WireGuard as the Backbone of SD-WAN Tunnels

Every Hopbox SD-WAN device establishes encrypted tunnels back to our hub infrastructure. These tunnels carry POS transactions, CCTV backhaul, management traffic, and DNS queries. The tunnel protocol is the foundation of the entire overlay network.

We evaluated IPsec, OpenVPN, and WireGuard. WireGuard won decisively. This post explains why, and how we manage WireGuard at the scale of 900+ sites.

IPsec is the enterprise standard. IKEv2 + ESP provides strong encryption, broad interoperability, and decades of battle-testing. It is also complex.

An IPsec tunnel involves:

  • IKE Phase 1: negotiate a security association (SA) for the control channel
  • IKE Phase 2: negotiate SAs for the data channel
  • Multiple cipher suites to configure and agree upon
  • Certificate or PSK authentication
  • NAT-T (NAT Traversal) encapsulation if either side is behind NAT

On an embedded OpenWrt device with limited CPU, IPsec’s encryption overhead is noticeable. The strongSwan userspace daemon handles IKE negotiation, and ESP processing happens in the kernel — but the handshake latency and rekeying overhead add up when you are managing hundreds of tunnels.

Terminal window
# IPsec connection establishment (typical)
# IKE_SA_INIT: ~50ms RTT
# IKE_AUTH: ~50ms RTT
# CREATE_CHILD_SA: ~50ms RTT
# Total setup: ~150-300ms (varies with network conditions)
#
# Plus: periodic rekeying every 1-8 hours depending on config

OpenVPN is the FOSS community’s default choice. It is well-understood, runs in userspace, and is easy to configure. The problem is performance.

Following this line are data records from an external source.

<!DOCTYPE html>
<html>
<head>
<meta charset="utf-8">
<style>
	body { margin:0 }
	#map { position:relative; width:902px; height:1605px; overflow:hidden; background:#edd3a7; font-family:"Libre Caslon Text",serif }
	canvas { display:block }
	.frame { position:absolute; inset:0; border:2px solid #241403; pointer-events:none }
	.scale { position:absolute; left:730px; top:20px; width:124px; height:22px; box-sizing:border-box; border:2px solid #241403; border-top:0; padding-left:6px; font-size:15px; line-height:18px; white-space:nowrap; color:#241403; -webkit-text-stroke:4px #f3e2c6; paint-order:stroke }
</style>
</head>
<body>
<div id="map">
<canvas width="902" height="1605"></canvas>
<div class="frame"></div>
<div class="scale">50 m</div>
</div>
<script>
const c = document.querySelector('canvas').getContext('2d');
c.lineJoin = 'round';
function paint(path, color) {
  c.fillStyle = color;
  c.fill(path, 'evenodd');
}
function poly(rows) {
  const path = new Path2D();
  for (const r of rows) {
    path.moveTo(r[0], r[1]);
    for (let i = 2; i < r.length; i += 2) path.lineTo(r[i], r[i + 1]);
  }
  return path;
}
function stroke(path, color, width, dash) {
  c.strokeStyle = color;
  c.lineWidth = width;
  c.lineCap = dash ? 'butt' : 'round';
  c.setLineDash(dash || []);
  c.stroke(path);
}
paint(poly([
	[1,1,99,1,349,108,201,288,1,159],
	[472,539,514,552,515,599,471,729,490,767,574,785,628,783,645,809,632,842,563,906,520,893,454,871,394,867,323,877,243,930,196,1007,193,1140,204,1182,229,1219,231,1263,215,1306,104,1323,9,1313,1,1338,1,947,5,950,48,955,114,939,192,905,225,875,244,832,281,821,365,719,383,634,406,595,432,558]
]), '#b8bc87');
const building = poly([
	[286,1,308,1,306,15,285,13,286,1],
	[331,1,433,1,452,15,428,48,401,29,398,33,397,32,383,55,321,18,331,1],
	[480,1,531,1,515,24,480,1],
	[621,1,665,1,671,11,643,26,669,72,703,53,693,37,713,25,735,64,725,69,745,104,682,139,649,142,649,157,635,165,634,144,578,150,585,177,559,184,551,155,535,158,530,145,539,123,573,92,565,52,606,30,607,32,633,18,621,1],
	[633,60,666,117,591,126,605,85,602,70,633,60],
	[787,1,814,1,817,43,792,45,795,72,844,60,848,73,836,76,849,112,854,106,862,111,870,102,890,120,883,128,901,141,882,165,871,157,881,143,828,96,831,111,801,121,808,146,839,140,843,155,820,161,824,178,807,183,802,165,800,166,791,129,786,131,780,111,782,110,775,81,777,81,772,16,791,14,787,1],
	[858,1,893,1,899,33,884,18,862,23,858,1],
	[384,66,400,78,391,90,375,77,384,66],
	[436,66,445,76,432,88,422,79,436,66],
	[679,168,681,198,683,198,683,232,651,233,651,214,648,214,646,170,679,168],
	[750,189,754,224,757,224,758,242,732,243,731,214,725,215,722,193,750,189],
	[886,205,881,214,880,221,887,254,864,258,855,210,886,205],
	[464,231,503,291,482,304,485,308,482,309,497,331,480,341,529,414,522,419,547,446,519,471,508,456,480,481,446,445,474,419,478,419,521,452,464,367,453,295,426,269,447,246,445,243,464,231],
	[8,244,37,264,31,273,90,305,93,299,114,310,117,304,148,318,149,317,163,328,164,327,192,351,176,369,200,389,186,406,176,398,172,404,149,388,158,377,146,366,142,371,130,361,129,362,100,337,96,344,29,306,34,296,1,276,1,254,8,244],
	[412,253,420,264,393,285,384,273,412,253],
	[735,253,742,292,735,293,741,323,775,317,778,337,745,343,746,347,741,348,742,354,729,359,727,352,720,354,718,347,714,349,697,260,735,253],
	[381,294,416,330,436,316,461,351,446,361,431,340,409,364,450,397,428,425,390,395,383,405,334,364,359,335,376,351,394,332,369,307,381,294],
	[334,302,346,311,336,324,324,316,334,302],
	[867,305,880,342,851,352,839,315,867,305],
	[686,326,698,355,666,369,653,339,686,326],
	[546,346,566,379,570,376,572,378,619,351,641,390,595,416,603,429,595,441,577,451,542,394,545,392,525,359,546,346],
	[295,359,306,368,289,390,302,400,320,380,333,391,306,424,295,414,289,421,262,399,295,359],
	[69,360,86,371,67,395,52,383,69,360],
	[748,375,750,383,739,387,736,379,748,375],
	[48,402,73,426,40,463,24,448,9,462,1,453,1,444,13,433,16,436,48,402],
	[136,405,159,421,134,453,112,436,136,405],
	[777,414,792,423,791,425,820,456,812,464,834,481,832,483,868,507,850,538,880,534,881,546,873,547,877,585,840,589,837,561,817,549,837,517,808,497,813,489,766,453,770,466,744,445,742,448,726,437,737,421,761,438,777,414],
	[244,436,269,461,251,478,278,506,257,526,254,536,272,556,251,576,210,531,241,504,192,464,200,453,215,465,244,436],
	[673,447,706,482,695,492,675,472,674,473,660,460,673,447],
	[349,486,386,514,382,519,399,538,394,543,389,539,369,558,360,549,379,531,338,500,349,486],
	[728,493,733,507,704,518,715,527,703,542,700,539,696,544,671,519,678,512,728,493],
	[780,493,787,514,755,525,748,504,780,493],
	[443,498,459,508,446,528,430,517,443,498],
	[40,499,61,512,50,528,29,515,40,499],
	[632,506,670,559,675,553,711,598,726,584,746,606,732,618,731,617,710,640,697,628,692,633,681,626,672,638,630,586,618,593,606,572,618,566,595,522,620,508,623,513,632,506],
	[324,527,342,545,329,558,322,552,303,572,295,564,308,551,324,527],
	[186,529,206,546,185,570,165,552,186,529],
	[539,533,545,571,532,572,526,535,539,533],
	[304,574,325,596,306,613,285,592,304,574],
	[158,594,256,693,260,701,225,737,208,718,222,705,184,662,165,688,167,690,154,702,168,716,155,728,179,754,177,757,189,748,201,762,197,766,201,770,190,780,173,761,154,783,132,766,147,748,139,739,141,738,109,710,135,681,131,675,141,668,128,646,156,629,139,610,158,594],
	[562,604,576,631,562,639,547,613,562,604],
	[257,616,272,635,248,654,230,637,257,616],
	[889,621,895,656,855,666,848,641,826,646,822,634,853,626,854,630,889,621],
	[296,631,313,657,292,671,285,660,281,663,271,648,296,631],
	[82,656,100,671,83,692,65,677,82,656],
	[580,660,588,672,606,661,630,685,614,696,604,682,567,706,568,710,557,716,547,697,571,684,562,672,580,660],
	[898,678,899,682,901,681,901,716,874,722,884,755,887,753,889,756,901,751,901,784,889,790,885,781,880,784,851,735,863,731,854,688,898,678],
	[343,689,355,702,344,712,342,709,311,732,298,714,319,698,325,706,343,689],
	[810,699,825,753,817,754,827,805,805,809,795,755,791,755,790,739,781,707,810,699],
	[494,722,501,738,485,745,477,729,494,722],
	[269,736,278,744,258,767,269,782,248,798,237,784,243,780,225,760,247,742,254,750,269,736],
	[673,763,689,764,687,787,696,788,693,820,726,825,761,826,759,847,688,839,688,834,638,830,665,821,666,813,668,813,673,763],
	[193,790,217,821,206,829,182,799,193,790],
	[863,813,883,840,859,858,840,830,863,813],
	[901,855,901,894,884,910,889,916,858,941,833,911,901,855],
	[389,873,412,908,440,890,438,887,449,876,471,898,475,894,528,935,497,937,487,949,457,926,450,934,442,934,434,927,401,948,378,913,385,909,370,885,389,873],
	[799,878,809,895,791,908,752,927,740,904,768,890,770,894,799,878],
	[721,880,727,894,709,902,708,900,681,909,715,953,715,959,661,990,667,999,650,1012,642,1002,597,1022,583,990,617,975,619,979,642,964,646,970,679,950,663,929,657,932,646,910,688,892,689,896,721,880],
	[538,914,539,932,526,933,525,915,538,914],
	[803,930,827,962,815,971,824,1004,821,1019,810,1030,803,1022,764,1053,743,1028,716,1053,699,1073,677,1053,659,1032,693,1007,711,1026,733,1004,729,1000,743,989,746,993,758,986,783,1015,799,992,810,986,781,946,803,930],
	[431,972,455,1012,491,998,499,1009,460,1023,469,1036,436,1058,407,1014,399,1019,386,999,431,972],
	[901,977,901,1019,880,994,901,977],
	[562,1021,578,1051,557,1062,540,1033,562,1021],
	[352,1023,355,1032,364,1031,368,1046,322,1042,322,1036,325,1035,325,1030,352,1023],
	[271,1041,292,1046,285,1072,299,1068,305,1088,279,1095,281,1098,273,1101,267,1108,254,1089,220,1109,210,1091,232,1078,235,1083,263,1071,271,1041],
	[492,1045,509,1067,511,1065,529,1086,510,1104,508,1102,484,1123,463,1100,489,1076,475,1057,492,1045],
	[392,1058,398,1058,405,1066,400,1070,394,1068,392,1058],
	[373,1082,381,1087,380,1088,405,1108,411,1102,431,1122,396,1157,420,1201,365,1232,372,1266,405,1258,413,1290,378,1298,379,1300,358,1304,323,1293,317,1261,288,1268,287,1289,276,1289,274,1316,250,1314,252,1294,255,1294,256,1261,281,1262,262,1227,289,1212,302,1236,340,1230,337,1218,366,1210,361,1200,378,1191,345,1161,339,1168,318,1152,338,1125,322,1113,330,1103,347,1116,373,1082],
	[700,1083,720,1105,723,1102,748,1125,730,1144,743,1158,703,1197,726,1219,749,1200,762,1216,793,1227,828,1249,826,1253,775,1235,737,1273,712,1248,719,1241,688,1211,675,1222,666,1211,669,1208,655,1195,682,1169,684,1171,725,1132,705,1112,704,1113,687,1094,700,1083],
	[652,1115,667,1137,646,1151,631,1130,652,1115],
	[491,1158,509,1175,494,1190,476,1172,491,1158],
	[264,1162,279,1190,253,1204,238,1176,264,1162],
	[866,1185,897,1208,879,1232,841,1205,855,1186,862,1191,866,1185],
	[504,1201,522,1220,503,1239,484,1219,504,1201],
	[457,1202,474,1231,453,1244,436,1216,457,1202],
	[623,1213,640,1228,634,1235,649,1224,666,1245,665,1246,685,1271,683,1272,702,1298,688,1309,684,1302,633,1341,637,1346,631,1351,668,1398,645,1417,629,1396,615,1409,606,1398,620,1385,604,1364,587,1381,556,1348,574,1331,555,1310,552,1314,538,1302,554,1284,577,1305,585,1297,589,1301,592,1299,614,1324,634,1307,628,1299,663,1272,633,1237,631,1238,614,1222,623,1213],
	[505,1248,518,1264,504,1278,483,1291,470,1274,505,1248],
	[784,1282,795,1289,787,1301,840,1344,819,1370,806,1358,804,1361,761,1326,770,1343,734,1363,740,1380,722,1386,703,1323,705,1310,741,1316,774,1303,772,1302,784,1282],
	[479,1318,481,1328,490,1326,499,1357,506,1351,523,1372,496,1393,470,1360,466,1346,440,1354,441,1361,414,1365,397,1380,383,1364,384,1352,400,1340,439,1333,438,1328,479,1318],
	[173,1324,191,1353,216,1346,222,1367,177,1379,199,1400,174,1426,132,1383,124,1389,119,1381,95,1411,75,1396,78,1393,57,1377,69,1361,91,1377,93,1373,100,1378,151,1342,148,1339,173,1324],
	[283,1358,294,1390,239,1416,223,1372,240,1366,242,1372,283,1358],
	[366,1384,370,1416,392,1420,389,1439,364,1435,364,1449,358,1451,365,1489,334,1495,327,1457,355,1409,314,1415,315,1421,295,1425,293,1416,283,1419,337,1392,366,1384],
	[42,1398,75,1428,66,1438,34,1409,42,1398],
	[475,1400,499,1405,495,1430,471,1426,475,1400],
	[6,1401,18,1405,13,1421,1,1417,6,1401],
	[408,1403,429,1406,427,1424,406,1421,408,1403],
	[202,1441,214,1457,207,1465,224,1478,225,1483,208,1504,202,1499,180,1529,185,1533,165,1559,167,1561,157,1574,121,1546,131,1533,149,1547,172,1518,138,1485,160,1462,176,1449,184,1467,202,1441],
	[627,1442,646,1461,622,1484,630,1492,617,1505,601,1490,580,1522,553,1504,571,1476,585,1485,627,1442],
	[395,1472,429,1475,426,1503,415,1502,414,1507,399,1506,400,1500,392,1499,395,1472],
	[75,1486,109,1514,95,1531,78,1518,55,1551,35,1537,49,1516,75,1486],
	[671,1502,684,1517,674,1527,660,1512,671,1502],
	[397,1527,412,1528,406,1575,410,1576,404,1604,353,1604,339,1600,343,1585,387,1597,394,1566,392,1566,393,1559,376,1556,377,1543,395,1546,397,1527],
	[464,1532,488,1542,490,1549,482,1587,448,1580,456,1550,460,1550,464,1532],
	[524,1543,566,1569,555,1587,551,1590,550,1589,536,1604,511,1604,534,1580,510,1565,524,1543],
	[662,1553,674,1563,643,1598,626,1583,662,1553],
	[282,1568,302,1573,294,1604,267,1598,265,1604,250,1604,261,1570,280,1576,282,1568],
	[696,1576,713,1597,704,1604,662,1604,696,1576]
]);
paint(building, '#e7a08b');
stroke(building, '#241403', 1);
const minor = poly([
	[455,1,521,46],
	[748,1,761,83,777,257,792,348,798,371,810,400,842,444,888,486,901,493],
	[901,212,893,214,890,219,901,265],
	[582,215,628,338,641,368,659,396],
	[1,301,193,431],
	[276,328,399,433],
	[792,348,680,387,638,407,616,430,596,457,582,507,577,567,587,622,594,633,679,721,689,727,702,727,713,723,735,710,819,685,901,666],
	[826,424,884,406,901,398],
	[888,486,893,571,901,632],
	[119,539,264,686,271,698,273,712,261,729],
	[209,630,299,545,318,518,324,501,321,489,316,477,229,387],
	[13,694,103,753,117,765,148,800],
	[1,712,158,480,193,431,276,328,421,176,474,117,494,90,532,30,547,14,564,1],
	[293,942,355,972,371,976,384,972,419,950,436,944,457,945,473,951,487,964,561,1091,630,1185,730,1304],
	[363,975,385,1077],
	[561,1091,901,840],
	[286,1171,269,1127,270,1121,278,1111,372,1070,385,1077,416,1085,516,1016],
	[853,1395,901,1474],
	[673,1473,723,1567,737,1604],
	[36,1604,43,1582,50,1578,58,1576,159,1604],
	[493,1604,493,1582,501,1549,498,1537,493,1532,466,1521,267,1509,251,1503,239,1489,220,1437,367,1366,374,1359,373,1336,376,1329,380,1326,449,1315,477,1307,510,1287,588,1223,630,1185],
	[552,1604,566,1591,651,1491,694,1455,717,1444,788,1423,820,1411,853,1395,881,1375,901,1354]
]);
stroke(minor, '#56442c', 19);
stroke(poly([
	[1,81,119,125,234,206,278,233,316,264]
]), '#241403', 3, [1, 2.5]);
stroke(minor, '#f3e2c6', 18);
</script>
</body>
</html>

OpenVPN processes every packet in userspace. On a 100 Mbps link, OpenVPN on a typical embedded device maxes out at 30-50 Mbps — the CPU becomes the bottleneck, copying packets between kernel and userspace and encrypting them in OpenSSL.

Terminal window
# OpenVPN throughput on typical embedded hardware
# (ARM Cortex-A53, quad-core, 1.2GHz)
#
# OpenVPN with AES-256-GCM: ~35 Mbps
# OpenVPN with ChaCha20: ~40 Mbps
# Native throughput (no VPN): ~940 Mbps
#
# OpenVPN uses ~80% CPU at these speeds

OpenVPN also has a slow handshake — TLS negotiation over TCP or UDP takes multiple round trips, and reconnection after a link flap is not instant.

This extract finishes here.